India and Pakistan Agree to Share Kashmir in Joint Custody Arrangement

Srinagar, Kashmir, May 29, 2011 -- High-level diplomatic representatives of India and Pakistan announced today the successful conclusion of a dramatic final round of talks over the fate of the disputed Kashmir region. Kashmir, over which India and Pakistan each claim varying degrees of sovereignty, will under the terms of the new agreement be shared equally between the countries in a joint custody arrangement.

The terms call for India to have possession of the entire region on weekdays, while Pakistan will exercise sovereignty on weekends and summer holidays. Representatives of both countries said they were "very pleased, and thank the many lawyers and judges who helped to negotiate and codify the agreement."

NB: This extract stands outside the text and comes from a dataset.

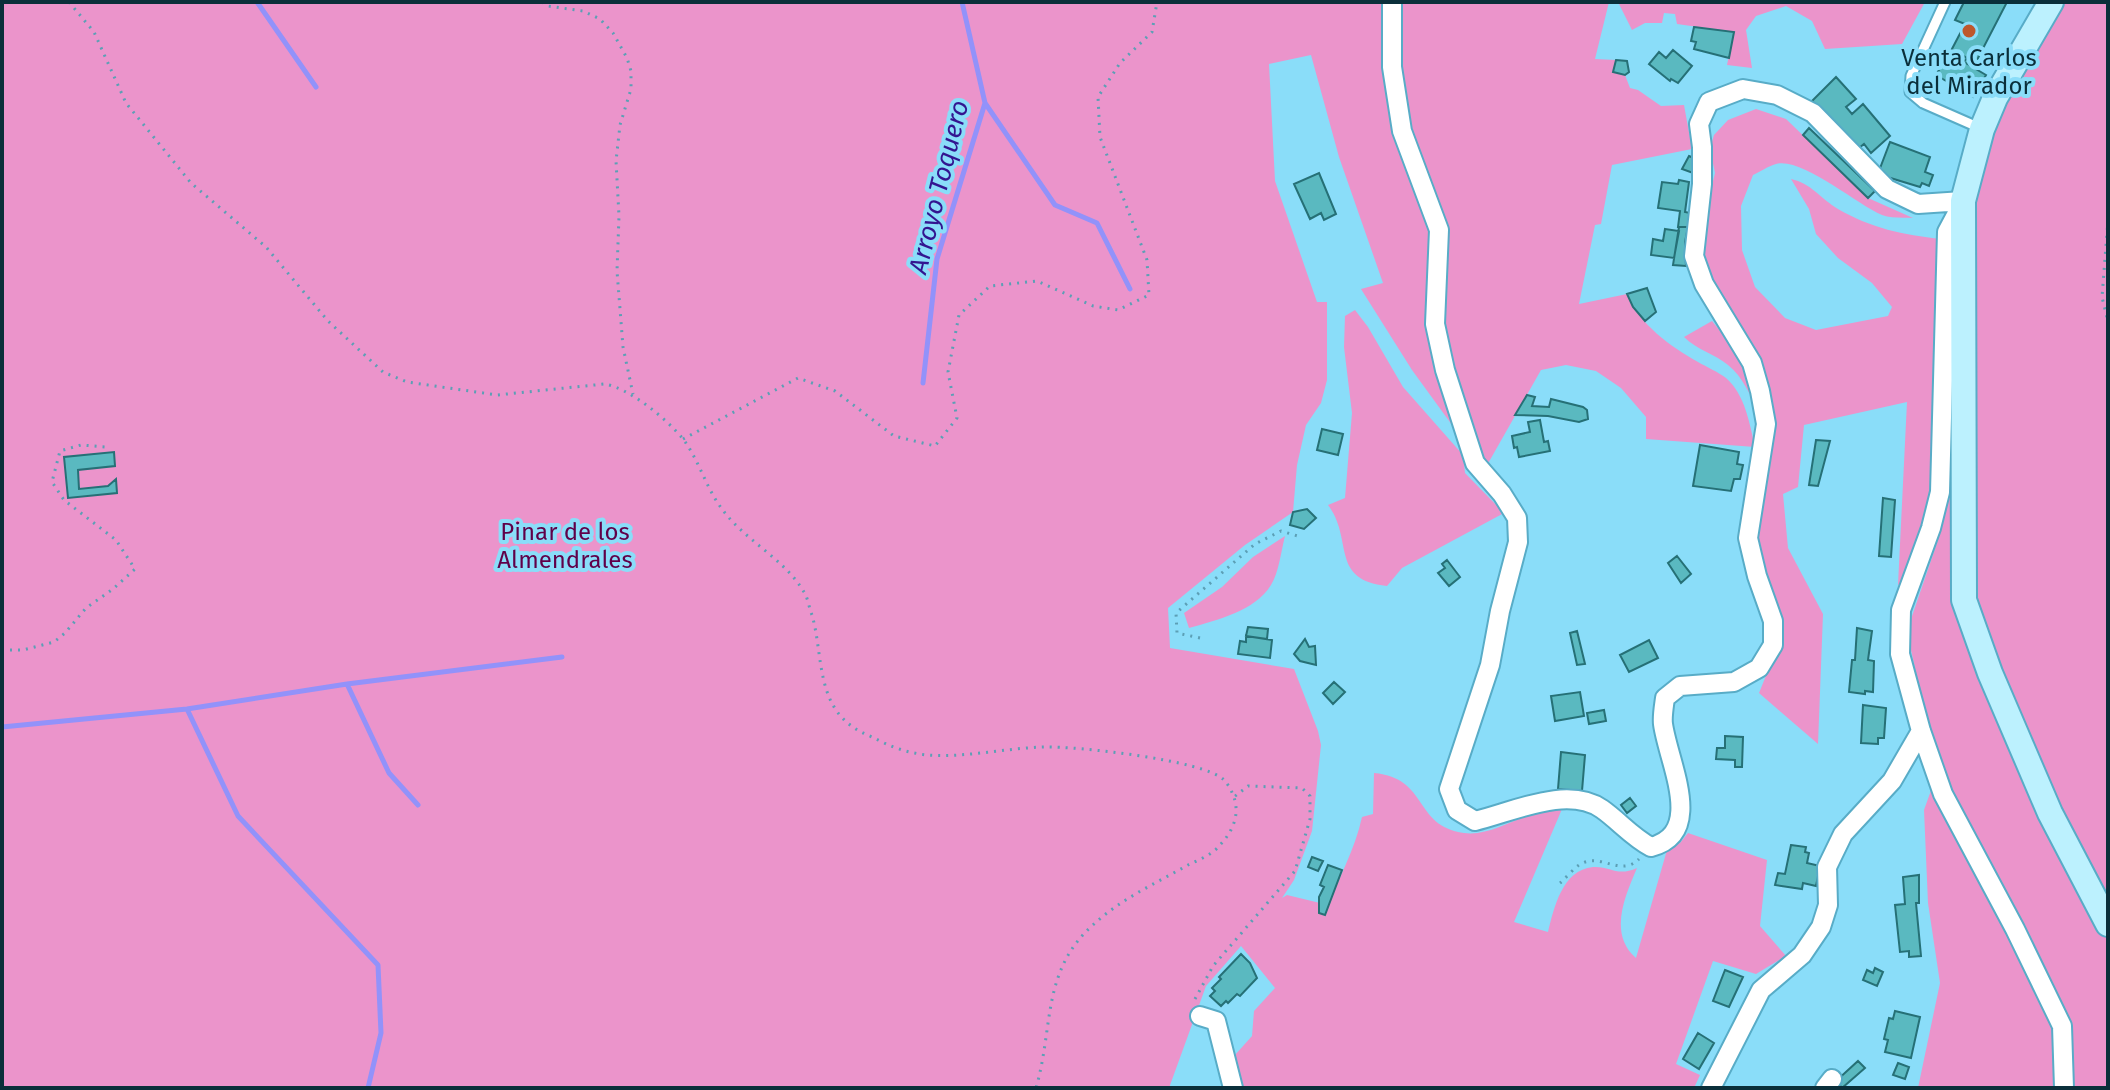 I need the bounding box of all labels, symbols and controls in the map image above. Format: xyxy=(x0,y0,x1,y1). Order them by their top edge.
marker: Venta Carlos del Mirador xyxy=(1960,22,1978,40)
place label: Venta Carlos del Mirador xyxy=(1901,44,2037,100)
water label: Arroyo Toquero xyxy=(902,97,976,278)
park label: Pinar de los Almendrales xyxy=(497,518,633,574)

Kashmir is viewed by many as one of the most stunningly beautiful landscapes in the world, with sweeping, fertile valleys flanked by dramatic mountain peaks speckled by sure-footed mountain goats, a local delicacy in stew. Various regions of Kashmir have been administered by Pakistan, India and China over the past several decades, with India claiming the entire region, Pakistan claiming about half, and China clamouring vainly to be included in discussions because, according to Li Zhaoxing, China's Foreign Minister, "Pakistan cede us Trans-Karakoram Tract all the way back in 1963, damn it -- we have deed right here. Why does no one ever mention us?"

Violence over the disputed area has been a continual source of tension between India and Pakistan for decades, leading to three major wars, a rapidly escalating nuclear arms race, frequent secessionist violence by some independence-advocating Kashmiris, and the regular exchange of Molotov cocktails, mortar fire, and gratuitous insults over each others' cooking.

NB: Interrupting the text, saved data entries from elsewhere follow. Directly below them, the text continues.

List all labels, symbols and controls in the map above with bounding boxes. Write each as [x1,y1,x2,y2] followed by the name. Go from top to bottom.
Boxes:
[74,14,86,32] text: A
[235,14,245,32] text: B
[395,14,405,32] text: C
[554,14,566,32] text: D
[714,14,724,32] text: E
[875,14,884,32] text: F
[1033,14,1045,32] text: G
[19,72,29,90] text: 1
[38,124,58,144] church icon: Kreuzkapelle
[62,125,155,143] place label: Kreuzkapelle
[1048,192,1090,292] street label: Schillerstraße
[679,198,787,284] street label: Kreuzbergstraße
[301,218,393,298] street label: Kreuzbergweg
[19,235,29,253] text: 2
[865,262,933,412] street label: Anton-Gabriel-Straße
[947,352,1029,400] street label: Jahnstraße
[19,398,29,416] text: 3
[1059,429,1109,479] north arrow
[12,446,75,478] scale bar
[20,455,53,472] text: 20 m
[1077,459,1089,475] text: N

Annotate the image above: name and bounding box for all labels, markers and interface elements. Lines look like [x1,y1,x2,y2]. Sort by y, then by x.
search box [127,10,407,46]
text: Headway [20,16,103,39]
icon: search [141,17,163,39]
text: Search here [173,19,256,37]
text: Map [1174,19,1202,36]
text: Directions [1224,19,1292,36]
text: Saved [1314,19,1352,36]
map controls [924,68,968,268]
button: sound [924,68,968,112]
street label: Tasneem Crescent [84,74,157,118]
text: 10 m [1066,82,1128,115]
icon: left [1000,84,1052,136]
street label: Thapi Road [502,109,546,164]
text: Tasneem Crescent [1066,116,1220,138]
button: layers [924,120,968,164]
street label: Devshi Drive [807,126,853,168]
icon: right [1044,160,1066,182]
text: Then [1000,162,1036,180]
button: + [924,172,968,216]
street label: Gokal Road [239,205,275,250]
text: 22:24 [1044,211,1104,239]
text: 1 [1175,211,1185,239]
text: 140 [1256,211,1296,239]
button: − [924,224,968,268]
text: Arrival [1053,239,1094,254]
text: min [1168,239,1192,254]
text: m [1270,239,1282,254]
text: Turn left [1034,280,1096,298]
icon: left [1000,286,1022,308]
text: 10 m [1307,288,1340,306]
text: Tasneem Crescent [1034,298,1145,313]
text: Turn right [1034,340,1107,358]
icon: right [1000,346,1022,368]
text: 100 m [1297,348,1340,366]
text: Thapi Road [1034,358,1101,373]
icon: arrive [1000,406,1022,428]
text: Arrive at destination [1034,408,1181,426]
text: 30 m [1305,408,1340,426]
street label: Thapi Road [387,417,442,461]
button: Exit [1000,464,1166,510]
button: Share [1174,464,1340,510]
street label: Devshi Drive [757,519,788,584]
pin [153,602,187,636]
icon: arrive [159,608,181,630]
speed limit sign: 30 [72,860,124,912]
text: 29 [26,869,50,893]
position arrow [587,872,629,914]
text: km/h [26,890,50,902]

"The insults are the most unforgivable," said Zaheer Khan, a villager who lives in a section of Kashmir claimed and administered by India, very close to the giant dotted line separating the disputed regions. "The Pakistanis say I use too much coriander in the mountain goat stew. How can you make mountain goat stew without coriander? It is bland city, without coriander. I spit upon their bland stew."

Pakistani and Indian government officials hope the new custody agreement will help diffuse any remaining tensions between the two countries, but admit there remains a long diplomatic road ahead.

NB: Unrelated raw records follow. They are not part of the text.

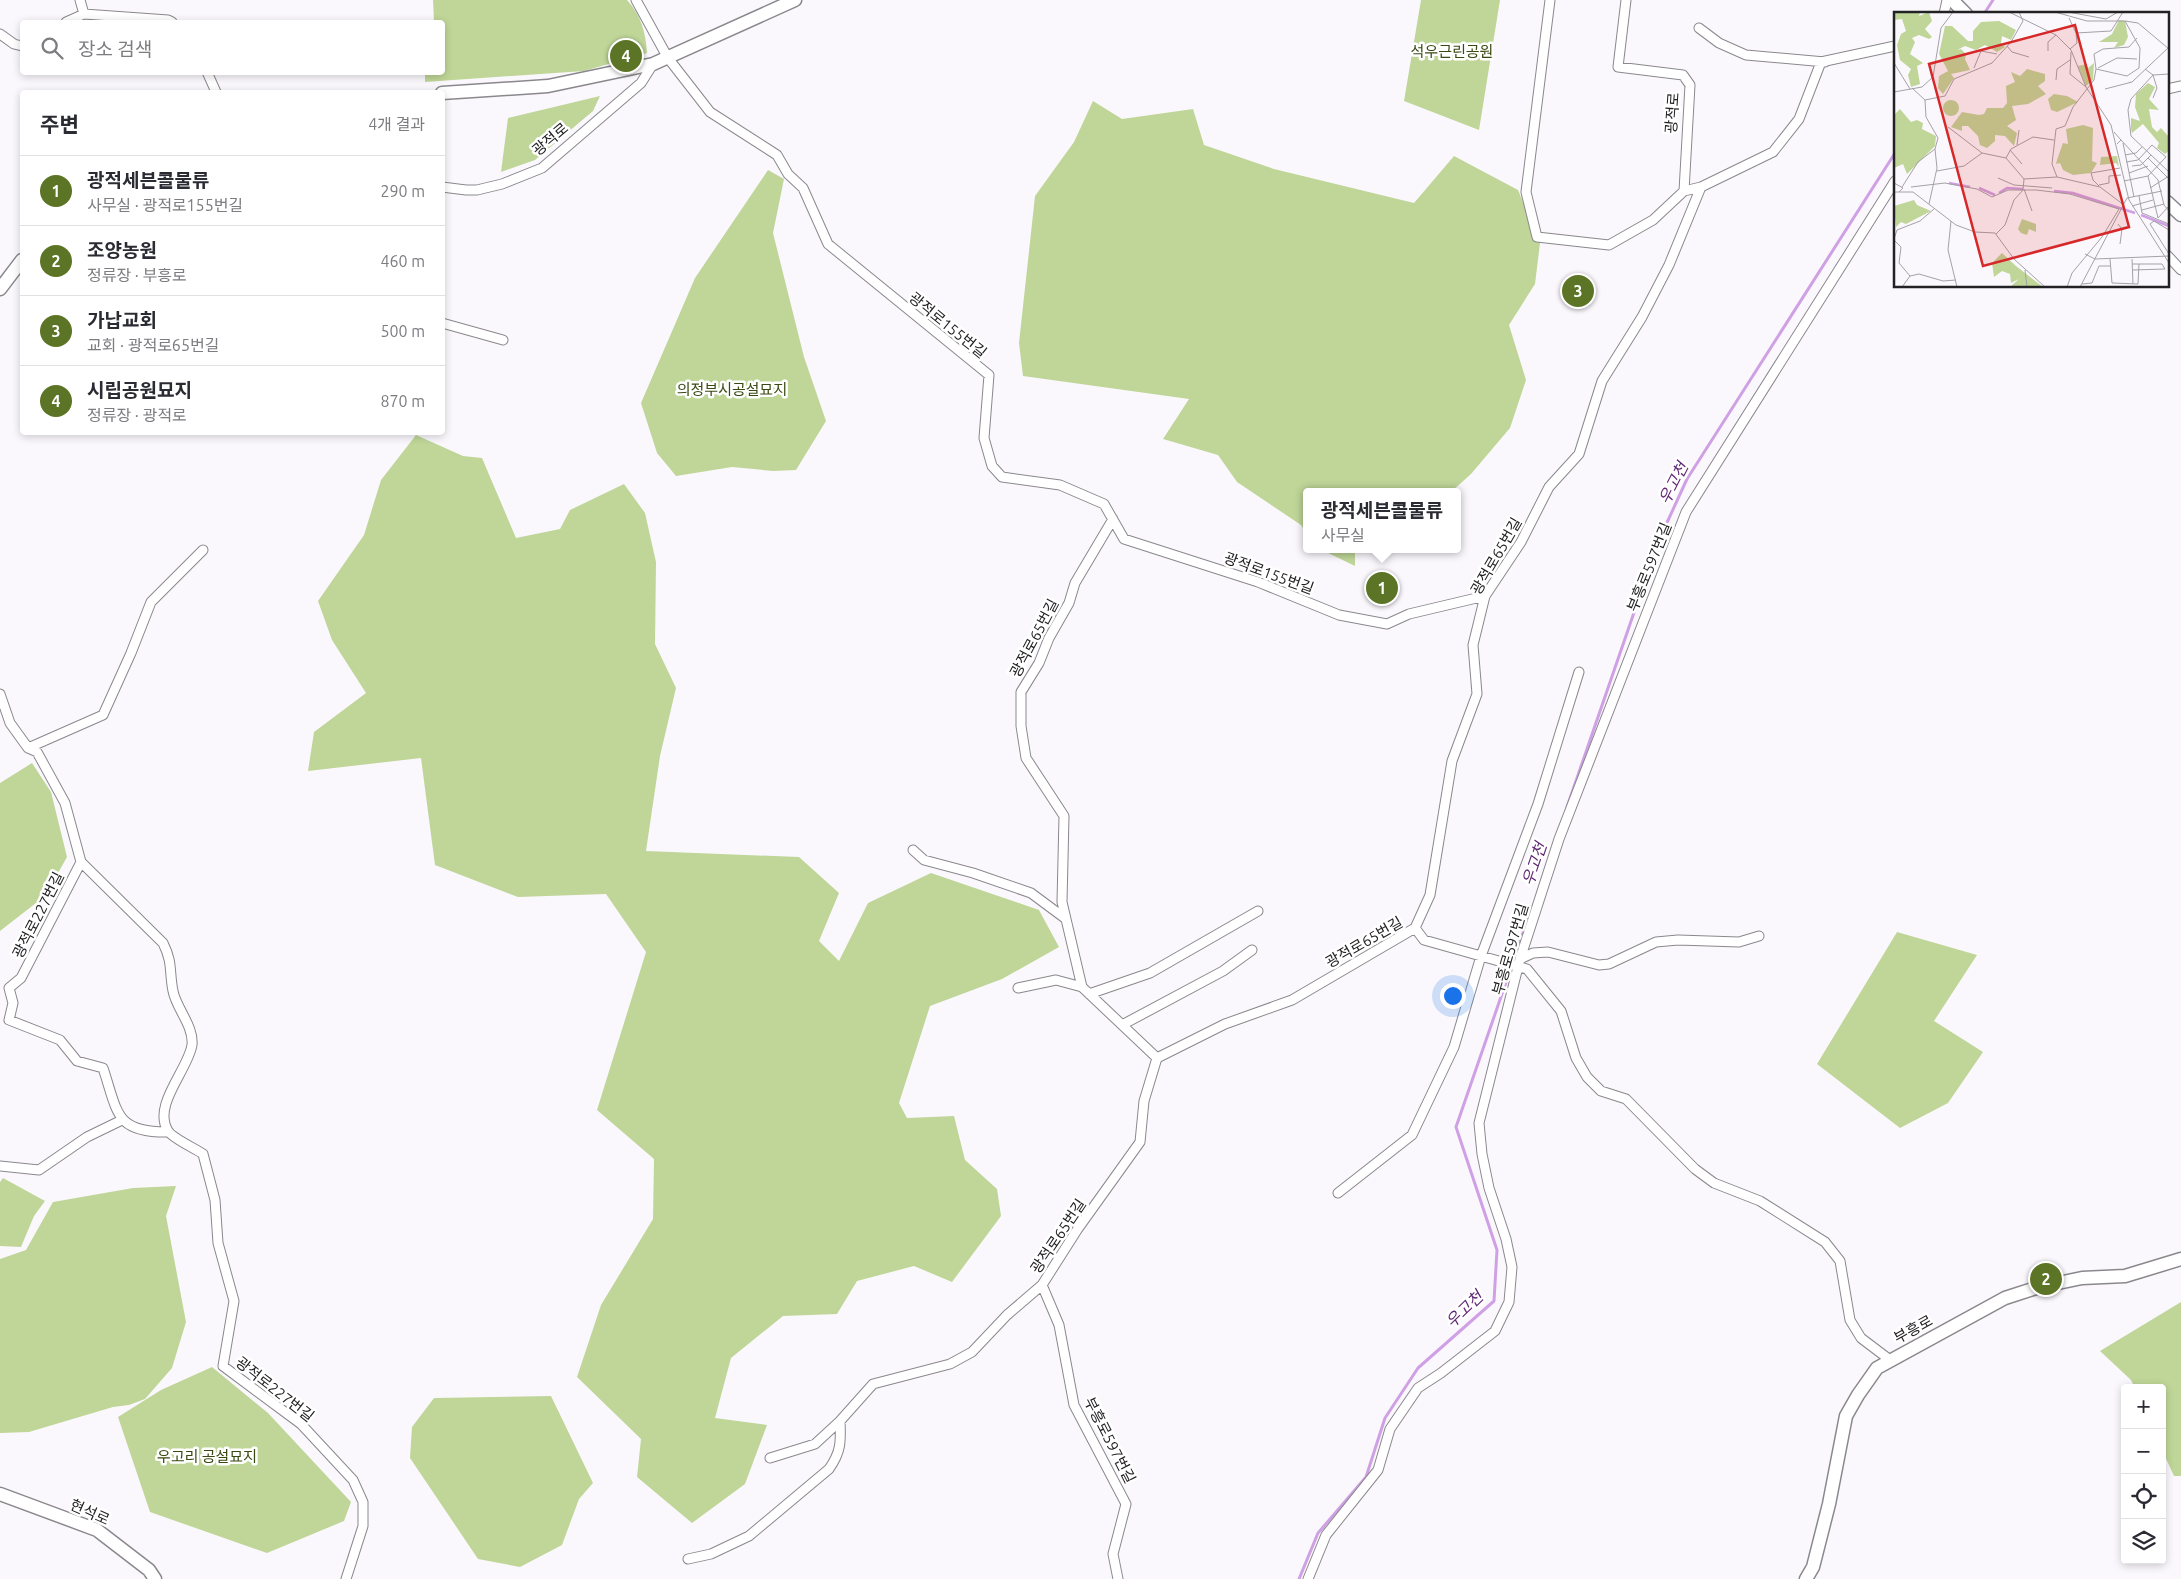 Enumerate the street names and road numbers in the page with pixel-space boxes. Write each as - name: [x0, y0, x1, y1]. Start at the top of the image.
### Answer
- street label: 광적로: [1662, 92, 1682, 134]
- street label: 광적로: [529, 119, 571, 159]
- street label: 광적로155번길: [906, 289, 990, 361]
- street label: 광적로65번길: [1467, 515, 1525, 597]
- street label: 부흥로597번길: [1623, 520, 1675, 614]
- street label: 광적로155번길: [1222, 549, 1316, 597]
- street label: 광적로65번길: [1006, 596, 1062, 680]
- street label: 광적로227번길: [9, 869, 67, 961]
- street label: 부흥로597번길: [1489, 901, 1531, 997]
- street label: 광적로65번길: [1323, 913, 1405, 971]
- street label: 광적로65번길: [1027, 1196, 1089, 1276]
- street label: 부흥로: [1891, 1312, 1935, 1346]
- street label: 광적로227번길: [233, 1353, 317, 1425]
- street label: 부흥로597번길: [1081, 1394, 1139, 1486]
- street label: 현석로: [68, 1496, 112, 1528]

"It is like in that movie, Kramer vs. Kramer, with Dustin Hoffman and Meryl Streep," said Mahendra Singh Dhoni, an Indian parliamentarian and chief negotiator of the agreement. "Kashmir is the little boy, and the little boy does not want to live with only his mommy or daddy. He wants to live with both, but just not at the same time. Some would say he doesn't want to live with either one, but he must—he is just a little boy, only sometimes with explosives. So we have had our disagreement, like Kramer and Kramer in the courtroom. It was very moving, especially when the little boy began to cry. And when Hoffman spoke about the child's fever—I cried then, myself. And now we have decided. But instead of the little boy going to live with Meryl Streep, Kashmir will become the child of both parents, and we will tend him equally."

The agreement stipulates that Kashmir will be furnished with "clothes, books, toys and presents" equally by both India and Pakistan, while India will be solely responsible for the region's education.

"We hope Kashmir does not choose to go to an Ivy League college," joked Mr. Dhoni. "That just might break the bank."